**Try it:**
Provide only the number of lines below that hold "Chemistry".

**Data supplied:**
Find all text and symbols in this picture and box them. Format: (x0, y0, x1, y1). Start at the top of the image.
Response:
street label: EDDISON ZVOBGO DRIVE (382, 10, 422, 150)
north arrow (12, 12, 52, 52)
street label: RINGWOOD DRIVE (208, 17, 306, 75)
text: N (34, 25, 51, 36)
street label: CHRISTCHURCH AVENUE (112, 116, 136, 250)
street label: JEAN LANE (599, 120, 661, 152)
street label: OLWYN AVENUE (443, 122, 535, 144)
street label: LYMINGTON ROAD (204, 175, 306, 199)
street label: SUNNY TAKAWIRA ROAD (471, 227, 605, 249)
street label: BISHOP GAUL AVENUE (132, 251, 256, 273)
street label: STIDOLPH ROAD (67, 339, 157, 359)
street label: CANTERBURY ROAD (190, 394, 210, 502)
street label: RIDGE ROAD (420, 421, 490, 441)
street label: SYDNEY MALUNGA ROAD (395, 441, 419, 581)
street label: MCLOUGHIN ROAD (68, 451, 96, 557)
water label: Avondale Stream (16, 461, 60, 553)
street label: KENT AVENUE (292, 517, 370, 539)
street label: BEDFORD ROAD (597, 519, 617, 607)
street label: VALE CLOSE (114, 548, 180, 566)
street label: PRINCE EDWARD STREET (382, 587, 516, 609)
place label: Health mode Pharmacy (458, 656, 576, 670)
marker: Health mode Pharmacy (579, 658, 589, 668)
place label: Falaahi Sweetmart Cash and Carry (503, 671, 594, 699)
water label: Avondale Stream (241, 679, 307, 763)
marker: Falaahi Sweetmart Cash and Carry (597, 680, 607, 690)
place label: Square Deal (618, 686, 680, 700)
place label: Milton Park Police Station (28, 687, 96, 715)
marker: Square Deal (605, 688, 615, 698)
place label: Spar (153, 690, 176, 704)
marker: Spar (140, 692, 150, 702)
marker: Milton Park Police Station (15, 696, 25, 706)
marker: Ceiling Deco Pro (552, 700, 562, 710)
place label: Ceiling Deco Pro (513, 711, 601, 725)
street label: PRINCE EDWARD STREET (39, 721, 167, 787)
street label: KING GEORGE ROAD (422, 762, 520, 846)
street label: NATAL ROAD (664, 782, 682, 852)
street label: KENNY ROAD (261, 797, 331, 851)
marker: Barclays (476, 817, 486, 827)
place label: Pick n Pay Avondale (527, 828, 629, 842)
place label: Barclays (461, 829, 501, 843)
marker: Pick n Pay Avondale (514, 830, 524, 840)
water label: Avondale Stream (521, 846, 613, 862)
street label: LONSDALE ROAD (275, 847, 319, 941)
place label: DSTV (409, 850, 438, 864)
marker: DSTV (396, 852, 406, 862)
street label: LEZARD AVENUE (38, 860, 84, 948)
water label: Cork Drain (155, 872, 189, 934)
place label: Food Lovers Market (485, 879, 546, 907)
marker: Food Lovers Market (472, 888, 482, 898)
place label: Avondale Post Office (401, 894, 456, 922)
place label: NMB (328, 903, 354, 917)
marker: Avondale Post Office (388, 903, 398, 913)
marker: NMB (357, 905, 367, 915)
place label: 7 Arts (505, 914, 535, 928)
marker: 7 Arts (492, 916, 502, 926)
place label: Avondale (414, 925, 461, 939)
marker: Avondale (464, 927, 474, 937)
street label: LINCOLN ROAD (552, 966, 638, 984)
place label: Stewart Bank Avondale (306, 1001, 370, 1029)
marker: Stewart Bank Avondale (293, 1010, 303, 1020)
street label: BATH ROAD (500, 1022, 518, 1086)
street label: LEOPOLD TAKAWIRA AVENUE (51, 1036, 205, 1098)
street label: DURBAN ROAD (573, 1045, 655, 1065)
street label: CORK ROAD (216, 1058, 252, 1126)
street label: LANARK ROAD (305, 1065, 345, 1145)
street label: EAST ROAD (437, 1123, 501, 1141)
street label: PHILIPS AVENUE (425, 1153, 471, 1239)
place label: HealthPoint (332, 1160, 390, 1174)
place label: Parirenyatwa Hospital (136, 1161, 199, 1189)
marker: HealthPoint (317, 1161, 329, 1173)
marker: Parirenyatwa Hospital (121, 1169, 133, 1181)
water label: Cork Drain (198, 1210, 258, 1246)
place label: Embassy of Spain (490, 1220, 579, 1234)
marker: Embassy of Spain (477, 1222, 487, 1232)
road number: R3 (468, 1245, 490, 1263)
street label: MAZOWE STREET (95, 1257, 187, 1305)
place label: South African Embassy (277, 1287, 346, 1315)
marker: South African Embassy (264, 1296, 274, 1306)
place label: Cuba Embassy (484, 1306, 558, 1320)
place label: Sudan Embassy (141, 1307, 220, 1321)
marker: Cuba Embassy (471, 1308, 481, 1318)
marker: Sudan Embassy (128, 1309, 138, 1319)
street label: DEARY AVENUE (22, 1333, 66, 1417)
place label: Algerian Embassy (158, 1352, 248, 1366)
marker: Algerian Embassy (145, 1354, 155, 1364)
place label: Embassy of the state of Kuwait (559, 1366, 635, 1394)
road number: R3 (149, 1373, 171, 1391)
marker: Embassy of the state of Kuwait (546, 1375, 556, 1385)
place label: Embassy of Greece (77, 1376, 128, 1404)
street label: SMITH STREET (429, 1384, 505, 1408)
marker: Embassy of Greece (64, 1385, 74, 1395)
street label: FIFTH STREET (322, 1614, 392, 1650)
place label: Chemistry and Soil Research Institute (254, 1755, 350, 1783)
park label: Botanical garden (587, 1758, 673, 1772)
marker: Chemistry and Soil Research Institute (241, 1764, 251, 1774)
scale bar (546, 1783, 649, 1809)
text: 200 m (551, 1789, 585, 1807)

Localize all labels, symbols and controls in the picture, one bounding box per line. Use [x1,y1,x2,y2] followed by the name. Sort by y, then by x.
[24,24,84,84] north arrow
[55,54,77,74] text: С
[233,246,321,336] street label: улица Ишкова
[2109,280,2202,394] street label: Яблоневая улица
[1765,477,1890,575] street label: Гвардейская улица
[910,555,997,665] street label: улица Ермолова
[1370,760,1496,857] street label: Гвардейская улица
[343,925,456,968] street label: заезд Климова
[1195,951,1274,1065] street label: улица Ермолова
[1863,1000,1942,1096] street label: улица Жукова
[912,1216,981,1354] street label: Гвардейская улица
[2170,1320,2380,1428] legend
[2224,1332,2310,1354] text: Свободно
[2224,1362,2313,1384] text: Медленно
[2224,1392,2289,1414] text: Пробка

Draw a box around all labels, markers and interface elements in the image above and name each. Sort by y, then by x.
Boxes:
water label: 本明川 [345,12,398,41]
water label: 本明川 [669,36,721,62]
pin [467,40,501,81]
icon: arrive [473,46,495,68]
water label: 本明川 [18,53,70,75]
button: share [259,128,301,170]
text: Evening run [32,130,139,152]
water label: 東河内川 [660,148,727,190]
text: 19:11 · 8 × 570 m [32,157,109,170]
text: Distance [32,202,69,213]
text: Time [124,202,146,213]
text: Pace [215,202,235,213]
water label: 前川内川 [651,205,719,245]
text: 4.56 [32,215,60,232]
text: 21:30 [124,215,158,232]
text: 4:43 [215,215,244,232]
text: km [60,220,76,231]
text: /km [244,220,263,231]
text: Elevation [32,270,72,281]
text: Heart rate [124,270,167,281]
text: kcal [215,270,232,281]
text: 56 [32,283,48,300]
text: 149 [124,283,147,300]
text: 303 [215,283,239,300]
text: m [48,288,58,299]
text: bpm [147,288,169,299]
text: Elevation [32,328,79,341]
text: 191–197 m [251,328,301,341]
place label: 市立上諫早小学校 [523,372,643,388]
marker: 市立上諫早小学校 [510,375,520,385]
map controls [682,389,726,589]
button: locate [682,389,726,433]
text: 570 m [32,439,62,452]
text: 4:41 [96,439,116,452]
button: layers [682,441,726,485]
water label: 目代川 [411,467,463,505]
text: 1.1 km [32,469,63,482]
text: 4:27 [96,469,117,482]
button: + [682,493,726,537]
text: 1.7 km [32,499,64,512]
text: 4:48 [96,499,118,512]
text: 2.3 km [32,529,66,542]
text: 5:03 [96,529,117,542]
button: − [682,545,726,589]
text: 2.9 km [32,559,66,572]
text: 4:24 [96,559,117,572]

**Response to the exercise:**
2